[Exercise objective] Please filter the entries and return only the lines that include "margin".

◆ ◆ ◆ ◆ ◆ ◆ ◆

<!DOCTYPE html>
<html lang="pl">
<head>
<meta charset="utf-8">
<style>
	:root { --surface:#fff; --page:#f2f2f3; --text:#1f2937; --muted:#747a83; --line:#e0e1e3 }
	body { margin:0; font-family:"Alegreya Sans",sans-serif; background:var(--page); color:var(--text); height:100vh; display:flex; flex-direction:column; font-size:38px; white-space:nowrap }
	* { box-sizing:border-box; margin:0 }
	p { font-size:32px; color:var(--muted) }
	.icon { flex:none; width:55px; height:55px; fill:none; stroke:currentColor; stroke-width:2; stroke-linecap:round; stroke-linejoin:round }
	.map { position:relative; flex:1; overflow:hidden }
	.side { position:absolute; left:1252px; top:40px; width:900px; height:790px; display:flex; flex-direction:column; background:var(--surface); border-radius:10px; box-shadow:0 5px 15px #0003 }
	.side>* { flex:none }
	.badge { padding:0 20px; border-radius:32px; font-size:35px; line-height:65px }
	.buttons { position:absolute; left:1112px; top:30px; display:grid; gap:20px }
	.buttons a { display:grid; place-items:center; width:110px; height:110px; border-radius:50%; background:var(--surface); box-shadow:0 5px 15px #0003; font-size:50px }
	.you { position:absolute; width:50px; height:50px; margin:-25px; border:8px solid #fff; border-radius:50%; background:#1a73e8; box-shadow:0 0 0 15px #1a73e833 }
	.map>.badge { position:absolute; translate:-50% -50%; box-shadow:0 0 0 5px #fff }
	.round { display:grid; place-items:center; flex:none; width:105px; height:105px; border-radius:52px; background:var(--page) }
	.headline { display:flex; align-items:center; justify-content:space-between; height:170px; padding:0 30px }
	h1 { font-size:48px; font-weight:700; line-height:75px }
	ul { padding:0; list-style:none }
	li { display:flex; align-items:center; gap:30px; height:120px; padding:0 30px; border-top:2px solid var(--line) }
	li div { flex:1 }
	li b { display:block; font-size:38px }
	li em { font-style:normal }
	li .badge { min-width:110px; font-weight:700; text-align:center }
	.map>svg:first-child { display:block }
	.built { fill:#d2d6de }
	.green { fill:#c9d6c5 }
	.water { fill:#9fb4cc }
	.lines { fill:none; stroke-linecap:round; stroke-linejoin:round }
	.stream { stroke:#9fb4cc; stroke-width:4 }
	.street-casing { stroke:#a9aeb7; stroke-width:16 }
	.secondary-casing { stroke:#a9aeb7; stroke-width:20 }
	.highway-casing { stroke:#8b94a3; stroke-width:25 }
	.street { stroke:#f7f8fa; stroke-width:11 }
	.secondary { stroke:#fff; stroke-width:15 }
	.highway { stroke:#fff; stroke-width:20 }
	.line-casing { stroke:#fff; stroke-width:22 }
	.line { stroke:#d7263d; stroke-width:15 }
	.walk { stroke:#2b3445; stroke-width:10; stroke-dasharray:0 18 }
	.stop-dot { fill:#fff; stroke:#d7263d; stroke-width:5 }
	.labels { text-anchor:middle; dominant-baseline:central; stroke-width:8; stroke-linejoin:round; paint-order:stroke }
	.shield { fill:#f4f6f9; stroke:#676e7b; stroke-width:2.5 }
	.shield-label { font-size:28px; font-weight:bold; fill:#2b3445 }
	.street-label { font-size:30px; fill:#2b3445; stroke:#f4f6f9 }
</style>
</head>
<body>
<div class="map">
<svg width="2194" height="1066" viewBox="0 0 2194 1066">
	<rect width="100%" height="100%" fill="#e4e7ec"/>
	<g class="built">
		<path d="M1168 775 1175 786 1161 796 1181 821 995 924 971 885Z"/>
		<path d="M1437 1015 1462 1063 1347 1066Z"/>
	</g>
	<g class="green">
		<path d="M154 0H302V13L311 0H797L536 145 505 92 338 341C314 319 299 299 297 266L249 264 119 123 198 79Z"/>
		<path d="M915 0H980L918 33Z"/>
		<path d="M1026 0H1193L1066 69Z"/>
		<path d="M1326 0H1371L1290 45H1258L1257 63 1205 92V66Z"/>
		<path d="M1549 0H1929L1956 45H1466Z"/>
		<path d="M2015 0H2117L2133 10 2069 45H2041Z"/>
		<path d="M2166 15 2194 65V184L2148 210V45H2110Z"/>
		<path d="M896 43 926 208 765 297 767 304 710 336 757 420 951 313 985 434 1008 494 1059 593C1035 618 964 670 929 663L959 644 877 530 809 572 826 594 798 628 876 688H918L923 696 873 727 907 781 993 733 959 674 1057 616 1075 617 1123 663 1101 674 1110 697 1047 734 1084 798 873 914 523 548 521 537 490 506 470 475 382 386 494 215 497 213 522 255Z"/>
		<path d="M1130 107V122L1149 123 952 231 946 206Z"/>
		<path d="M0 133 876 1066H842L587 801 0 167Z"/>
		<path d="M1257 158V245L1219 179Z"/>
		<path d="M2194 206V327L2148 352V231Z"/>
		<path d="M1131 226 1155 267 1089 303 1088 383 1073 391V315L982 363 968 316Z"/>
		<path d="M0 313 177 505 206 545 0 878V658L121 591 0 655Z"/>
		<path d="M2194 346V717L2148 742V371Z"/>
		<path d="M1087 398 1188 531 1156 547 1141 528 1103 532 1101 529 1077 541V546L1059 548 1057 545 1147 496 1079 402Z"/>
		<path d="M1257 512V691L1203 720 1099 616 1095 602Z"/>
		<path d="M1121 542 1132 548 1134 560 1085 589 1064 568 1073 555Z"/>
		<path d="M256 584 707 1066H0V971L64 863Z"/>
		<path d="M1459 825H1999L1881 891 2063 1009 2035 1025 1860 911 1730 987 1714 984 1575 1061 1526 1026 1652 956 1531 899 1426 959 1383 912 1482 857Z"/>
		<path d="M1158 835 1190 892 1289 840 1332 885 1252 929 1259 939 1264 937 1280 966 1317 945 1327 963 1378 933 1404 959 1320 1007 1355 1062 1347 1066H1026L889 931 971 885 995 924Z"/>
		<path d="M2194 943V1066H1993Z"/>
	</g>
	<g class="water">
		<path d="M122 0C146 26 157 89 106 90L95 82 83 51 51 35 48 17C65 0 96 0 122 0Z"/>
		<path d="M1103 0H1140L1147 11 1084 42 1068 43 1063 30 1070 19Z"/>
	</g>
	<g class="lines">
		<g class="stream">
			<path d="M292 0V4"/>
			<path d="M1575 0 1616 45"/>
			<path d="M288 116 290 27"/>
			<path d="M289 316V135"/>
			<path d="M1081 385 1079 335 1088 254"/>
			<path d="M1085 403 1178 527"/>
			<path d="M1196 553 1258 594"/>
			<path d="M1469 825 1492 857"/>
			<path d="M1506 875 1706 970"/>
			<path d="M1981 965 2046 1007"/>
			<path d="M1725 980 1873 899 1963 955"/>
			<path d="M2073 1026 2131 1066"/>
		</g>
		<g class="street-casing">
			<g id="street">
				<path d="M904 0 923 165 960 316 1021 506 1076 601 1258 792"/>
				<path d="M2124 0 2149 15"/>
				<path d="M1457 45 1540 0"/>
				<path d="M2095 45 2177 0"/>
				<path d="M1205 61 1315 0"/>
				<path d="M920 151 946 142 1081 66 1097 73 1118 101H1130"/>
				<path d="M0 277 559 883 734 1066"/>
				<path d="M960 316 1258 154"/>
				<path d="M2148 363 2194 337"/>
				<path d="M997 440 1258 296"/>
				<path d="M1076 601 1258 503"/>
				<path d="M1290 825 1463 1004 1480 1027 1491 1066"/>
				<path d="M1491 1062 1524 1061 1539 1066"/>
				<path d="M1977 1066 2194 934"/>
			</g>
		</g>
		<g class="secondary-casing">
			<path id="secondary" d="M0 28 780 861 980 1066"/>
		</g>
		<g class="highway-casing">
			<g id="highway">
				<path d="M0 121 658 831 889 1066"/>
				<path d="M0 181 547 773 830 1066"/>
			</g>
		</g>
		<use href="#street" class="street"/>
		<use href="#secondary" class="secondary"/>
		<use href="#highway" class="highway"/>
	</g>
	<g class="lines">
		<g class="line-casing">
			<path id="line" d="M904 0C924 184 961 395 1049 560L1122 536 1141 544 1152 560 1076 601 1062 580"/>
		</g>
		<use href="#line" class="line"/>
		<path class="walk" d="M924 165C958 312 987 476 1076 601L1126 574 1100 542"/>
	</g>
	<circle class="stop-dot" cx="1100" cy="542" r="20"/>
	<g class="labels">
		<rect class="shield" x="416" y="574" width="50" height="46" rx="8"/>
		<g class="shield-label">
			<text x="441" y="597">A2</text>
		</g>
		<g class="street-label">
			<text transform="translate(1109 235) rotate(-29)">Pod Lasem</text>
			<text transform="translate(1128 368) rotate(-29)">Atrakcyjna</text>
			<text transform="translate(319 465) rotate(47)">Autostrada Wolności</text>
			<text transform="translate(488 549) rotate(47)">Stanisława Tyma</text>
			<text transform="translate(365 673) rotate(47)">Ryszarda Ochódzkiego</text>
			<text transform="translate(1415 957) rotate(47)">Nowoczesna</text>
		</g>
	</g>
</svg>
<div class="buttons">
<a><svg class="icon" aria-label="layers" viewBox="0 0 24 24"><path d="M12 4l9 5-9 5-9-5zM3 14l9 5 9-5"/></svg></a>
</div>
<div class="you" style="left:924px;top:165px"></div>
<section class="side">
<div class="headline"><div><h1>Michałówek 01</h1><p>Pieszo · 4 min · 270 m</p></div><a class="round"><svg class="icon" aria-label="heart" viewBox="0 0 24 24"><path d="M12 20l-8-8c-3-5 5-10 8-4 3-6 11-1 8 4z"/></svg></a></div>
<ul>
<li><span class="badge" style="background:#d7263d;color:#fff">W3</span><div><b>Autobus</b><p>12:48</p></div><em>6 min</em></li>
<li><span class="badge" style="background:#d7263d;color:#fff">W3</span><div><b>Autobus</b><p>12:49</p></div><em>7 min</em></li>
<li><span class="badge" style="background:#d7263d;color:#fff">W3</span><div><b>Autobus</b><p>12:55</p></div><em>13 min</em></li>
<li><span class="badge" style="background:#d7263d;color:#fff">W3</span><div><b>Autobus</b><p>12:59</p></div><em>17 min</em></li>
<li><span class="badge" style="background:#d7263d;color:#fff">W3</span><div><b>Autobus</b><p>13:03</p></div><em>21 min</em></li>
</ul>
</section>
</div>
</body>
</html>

◆ ◆ ◆ ◆ ◆ ◆ ◆

[Exercise response]
	body { margin:0; font-family:"Alegreya Sans",sans-serif; background:var(--page); color:var(--text); height:100vh; display:flex; flex-direction:column; font-size:38px; white-space:nowrap }
	* { box-sizing:border-box; margin:0 }
	.you { position:absolute; width:50px; height:50px; margin:-25px; border:8px solid #fff; border-radius:50%; background:#1a73e8; box-shadow:0 0 0 15px #1a73e833 }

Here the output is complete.